他右肩的箭伤还在往外渗血,浸透了大半片残破的铁甲,血珠子沿着甲片边缘往下淌,滴在阶下的青石板上,聚成小小一洼。

他不敢抬头,只能盯着那洼暗红色的血水,看着它被秋风吹皱,再被吹皱。

慕容冲从殿内一步步走了出来,没有穿甲胄,只披了一件玄色的锦袍,袍角在晨风中猎猎作响,脸色白得像一张竹纸,眼底的乌青比昨夜更深了一层——整夜未眠。

“韩延。”慕容冲的声音很轻,轻得让跪在阶下的韩延心里发毛。

“……罪将在。”

慕容冲没有接话,只是绕着他走了一圈,然后站定在他身后。

“两万精骑。”慕容冲忽然笑了,笑声在空旷的殿前广场上回荡,像是有人在用石头刮铁锅,“两万精骑,说没就没了,段随呢?”

“死了。”

“怎么死的?”

“被姜贼的甲骑……当胸一槊。”

慕容冲沉默了很久,久到韩延以为他要从背后一刀砍了自己的脑袋——他确实听到了刀鞘摩擦绶带的声音,慕容冲的手按在刀柄上,指节发白。

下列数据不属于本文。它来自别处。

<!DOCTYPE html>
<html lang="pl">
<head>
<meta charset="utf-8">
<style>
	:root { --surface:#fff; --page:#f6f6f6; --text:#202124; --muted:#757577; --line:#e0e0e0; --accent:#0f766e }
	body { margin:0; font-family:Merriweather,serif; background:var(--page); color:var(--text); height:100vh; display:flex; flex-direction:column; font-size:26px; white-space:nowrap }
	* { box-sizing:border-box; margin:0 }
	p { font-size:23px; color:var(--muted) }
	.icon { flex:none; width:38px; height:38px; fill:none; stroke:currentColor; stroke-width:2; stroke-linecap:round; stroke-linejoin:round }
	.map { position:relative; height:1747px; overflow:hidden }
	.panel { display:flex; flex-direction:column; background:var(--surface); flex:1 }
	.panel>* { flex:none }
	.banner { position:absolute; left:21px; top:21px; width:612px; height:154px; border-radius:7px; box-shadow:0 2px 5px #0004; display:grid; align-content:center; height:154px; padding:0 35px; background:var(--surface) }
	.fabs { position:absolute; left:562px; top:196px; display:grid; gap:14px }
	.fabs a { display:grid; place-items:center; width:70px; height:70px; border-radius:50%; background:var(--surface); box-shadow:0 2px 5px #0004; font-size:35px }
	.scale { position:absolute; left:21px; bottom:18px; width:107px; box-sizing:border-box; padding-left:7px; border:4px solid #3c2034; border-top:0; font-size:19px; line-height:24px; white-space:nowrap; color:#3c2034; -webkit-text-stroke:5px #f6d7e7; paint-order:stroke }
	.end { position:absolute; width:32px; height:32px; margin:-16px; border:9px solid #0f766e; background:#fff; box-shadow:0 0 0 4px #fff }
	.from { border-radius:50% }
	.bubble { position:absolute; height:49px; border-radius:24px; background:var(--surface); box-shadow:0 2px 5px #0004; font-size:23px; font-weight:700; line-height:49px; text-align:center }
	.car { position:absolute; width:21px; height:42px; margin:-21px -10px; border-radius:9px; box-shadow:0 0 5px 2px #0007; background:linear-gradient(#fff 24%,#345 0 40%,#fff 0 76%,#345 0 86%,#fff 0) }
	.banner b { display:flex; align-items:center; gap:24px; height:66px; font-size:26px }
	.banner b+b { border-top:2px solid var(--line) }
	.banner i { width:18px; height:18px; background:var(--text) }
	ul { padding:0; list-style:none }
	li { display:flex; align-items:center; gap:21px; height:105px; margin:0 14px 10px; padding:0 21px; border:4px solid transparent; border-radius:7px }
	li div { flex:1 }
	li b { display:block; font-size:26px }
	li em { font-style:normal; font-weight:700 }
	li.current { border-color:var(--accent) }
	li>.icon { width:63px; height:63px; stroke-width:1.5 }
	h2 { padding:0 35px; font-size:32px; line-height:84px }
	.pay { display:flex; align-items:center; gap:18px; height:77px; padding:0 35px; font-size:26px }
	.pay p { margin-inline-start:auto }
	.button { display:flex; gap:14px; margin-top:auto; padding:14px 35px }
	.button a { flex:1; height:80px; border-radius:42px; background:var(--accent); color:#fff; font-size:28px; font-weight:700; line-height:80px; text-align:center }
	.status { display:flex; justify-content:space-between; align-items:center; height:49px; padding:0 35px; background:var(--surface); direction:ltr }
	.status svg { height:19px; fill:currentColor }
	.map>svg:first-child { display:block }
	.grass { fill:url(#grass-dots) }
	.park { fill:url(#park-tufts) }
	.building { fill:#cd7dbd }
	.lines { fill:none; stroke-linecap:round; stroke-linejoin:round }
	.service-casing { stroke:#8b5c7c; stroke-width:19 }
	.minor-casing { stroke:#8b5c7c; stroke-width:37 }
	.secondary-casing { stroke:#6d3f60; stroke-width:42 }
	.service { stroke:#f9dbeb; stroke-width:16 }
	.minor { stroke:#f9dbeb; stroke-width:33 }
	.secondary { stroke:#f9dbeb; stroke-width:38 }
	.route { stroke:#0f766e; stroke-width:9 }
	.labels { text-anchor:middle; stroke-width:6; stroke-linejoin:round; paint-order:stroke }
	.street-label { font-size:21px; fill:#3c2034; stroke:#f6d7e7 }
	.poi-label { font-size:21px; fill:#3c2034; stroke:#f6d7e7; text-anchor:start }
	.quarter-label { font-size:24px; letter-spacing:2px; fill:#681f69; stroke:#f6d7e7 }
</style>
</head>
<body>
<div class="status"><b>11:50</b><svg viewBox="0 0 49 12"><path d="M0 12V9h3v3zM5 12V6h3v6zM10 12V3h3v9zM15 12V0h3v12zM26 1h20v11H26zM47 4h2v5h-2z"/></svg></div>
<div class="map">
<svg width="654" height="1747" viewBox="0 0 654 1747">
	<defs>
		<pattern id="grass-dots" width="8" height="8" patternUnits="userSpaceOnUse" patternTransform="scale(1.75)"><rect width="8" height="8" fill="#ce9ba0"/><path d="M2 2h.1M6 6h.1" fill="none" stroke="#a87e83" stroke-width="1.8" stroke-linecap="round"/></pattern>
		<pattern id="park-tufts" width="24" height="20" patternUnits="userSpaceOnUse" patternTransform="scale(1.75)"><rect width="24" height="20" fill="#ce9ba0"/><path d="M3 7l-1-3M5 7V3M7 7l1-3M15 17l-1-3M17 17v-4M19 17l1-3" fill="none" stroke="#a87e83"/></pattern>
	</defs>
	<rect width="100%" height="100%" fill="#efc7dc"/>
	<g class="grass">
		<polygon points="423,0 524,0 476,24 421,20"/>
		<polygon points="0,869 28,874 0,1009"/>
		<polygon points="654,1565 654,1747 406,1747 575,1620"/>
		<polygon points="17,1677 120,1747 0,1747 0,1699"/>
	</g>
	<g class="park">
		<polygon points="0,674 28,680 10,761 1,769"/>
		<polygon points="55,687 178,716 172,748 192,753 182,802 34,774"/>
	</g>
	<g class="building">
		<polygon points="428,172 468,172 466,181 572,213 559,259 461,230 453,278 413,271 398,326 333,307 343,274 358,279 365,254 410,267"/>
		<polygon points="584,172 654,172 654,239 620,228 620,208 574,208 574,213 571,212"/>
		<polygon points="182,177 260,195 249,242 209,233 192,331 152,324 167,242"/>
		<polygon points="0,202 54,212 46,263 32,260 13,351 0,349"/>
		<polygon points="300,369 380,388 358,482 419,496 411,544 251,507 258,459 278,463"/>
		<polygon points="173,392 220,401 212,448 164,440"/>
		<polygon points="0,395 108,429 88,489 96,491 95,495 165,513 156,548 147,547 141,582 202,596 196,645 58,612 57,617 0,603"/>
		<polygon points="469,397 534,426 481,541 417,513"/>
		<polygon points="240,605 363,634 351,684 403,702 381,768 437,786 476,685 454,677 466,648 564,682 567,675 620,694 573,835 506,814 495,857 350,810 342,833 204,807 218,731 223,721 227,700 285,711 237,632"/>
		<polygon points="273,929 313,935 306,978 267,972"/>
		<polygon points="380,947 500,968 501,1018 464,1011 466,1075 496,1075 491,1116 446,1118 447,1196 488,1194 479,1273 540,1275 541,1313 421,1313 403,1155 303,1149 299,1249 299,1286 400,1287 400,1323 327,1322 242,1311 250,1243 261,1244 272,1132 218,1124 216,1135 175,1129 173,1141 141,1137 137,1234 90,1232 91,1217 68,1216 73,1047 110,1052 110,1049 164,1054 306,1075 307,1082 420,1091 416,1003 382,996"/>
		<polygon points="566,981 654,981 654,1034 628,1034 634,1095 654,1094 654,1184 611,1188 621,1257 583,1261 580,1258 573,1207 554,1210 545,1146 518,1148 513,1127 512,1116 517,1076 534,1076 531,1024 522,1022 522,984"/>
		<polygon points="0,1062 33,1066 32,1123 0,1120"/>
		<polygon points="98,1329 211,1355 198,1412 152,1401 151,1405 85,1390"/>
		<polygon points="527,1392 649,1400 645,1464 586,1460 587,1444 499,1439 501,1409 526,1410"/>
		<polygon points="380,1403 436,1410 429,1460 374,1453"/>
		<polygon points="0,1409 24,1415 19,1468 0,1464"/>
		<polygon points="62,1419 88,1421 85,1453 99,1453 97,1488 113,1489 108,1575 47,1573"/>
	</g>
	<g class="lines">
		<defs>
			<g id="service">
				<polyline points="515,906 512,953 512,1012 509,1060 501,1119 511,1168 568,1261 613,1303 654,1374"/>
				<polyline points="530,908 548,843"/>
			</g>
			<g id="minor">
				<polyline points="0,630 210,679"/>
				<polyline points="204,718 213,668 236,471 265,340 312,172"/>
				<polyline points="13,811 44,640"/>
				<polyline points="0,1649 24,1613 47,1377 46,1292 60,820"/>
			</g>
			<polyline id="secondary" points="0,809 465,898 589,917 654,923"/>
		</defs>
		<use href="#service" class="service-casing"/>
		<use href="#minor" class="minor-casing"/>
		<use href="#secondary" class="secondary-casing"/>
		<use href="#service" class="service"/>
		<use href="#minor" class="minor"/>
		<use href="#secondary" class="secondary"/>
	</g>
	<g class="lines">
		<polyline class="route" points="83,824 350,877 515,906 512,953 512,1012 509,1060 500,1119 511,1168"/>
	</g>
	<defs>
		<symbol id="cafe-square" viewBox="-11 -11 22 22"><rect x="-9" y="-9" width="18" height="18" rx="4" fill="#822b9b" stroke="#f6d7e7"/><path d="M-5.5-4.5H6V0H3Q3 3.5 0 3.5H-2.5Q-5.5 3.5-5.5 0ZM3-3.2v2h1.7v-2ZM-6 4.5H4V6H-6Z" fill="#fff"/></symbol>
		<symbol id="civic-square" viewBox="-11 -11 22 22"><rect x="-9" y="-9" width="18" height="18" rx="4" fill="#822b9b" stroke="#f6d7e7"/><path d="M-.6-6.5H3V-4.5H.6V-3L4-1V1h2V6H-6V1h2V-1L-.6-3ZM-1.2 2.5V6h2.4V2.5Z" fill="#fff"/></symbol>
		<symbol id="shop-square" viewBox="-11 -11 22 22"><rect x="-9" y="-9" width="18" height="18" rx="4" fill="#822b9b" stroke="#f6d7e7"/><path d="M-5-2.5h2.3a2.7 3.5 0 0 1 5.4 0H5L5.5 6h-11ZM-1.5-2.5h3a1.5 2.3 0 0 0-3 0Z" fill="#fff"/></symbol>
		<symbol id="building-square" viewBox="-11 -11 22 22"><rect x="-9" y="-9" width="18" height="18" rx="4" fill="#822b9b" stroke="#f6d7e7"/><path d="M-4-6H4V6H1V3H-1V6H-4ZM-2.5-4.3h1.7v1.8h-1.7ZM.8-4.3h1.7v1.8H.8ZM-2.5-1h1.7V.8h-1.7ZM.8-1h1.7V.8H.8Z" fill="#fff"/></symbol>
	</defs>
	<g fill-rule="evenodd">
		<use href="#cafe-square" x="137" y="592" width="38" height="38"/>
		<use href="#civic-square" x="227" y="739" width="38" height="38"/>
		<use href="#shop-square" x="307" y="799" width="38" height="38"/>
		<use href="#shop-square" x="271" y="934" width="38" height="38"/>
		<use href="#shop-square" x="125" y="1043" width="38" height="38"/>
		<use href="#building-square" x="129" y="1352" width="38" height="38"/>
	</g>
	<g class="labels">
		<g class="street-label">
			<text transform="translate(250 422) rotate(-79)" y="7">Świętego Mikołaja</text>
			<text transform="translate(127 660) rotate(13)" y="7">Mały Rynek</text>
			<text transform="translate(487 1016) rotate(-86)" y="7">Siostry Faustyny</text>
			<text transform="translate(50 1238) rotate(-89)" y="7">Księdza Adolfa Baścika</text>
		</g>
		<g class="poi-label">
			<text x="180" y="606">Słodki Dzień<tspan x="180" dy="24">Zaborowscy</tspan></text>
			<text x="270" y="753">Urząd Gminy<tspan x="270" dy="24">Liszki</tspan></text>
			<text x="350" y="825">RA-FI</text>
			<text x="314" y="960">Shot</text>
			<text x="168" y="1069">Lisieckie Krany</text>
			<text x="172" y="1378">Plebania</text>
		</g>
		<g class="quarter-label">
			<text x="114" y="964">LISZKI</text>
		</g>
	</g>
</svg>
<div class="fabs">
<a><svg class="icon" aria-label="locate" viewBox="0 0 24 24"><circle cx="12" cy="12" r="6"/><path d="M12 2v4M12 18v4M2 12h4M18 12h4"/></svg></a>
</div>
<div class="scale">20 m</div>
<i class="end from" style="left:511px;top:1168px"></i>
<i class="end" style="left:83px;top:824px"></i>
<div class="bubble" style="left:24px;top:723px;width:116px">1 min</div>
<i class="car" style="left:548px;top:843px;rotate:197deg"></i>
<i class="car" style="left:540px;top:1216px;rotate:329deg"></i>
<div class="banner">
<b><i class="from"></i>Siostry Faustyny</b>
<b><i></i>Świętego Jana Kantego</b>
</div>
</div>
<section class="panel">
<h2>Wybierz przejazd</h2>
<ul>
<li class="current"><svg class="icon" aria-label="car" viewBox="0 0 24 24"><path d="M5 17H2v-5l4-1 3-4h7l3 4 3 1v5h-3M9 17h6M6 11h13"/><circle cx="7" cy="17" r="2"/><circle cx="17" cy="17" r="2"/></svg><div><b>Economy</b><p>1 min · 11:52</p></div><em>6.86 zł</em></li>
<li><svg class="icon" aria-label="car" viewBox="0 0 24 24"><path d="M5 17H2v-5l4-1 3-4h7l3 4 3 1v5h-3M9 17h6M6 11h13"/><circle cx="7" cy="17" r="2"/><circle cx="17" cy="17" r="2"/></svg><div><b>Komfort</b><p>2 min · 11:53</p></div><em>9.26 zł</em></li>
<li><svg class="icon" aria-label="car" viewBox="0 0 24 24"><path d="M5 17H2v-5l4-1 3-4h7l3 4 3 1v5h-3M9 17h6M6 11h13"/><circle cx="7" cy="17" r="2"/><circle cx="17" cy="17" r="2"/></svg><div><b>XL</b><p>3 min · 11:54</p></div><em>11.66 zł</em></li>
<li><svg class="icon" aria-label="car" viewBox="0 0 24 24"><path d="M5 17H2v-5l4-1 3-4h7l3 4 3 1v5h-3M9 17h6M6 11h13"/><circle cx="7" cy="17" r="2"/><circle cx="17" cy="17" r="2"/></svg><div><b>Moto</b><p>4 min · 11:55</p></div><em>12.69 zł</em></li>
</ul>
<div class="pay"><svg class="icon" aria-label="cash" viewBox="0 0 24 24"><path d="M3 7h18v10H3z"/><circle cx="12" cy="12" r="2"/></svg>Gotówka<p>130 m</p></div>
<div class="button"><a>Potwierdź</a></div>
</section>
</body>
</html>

高盖不知什么时候出现在了殿阶旁,他没有上前,只是站住了,不近不远地看着。

“大王。”高盖终于开了口,声音压得极低,“此事——”

“孤知道。”慕容冲打断了他,手从刀柄上松开了,五指在半空中张开又收拢,像是捏碎了一个看不见的东西,“孤知道这不是他一个人的错。”

高盖上前一步:“前将军虽然败了,但折损的精骑之中,有一半是各部酋长的私属,姜贼甲骑的威力如今关中人尽皆知,换作谁来偷袭,都是同一个结果。”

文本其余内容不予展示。